In any event, WoodMac reported last week that oil-based cars will still dominate until 2047 – and even that should be considered optimistic.

So as oil demand returns, and if we follow the shallow opposition to investing in oil, we are setting up a deadly combination of a price spike and severe market volatility.

Released in December, an essential International Energy Forum report with Boston Consulting Group found E&P capex for oil and gas fell 34% in 2020, with another 20% decline expected this year.

This comes as natural annual declines of 4-7% for the world’s reservoirs make constant oil investment a must just to keep production flat.

Even Total, the French oil giant that now champions itself as renewables focused, has warned about a looming catastrophe.

Total reports that the world could face a 10 million b/d shortfall of oil supply as soon as 2025, or 11% of current demand.
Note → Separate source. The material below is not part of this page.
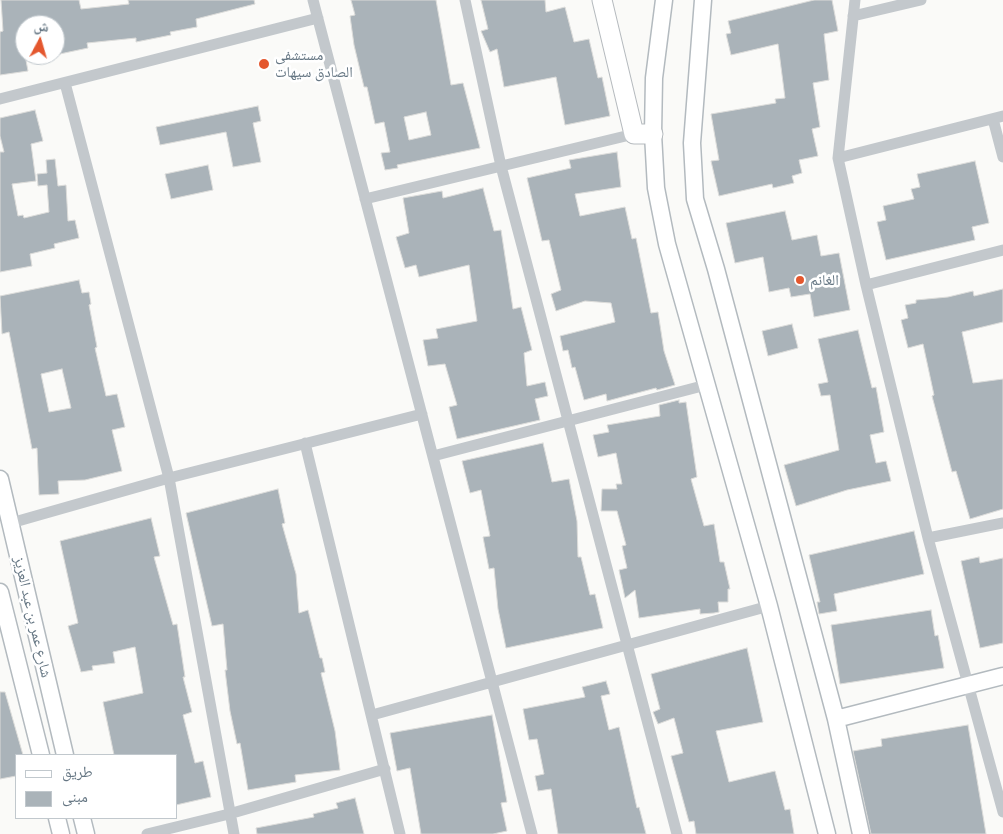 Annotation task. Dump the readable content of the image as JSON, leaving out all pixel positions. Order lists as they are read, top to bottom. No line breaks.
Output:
{"streets":{"street":["شارع عمر بن عبد العزيز"]},"places":["مستشفى الصادق سيهات","الغانم"],"legend":["طريق","مبنى"],"north":"top"}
And let us be clear: any spike in oil prices could easily lead to another economic collapse like the one we have been trying to pull out of because of Covid-19:

From CNBC last year: “Historically, U.S. recessions have been preceded by sharp spikes in oil prices.”

The reality is that any serious projection of the world’s future energy demand has oil and gas remaining very strong for decades to come.

And why not?

Oil and gas today supply about 55% of global energy today, and the world will be adding 2 billion more in population and $80 trillion in GDP by 2050 – a human conveyor belt of “more” that sustains our life on planet Earth.

Even in the International Energy Agency’s best policy projection for renewables put forth in October 2020 (“Sustainable Development”), which critically holds the world’s temperature rise to below 1.8 °C, oil and gas supply nearly half of the world’s energy in 2040, compared to less than 20% for wind and solar.

Under the more realistic and much less speculative “Stated Policies” scenario, oil and gas about keep their current 55%, with wind and solar only growing to 8%.

Even in a “Sustainable Development” scenario, the International Energy Agency reports some $550 billion in yearly oil and gas investment is needed from 2019 to 2050, mostly in the capital intensive upstream sector.

It is very clear that forcing divestments in essentials like oil and gas will make energy too expensive for the global poor – and ultimately make the energy transition much more difficult, if not impossible.

To me, the world’s biggest problem remains a seemingly forgotten calamity that persists TODAY, not decades from now: six in every seven humans currently live in still developing countries (read that again).

If the billions of poor suffering from premature death, a dearth of educational and economic opportunities, and a lack of energy access come to think that they are being blocked from the same energy systems that built the developed West, the already great division between the rich and poor could become a irreparable chasm, potentially putting the required global alliance on climate change completely out of reach.

I can assure you that our mind-blowing Western hypocrisy on energy and climate is not going unnoticed: “New climate czar John Kerry said taking his family’s private jet ‘the only choice for somebody like me.”

You should know that all of the world’s incremental CO2 emissions will be coming from the countries in the still developing world.

We rich Westerners must align WITH them, not against them.

Understandably, even above climate, the United Nations has made clear that eradicating poverty is an “overriding issue.”

For far too long, environmental groups and tenured climate scientists have avoided the energy poverty issue, but nobody should be left behind in the energy transition.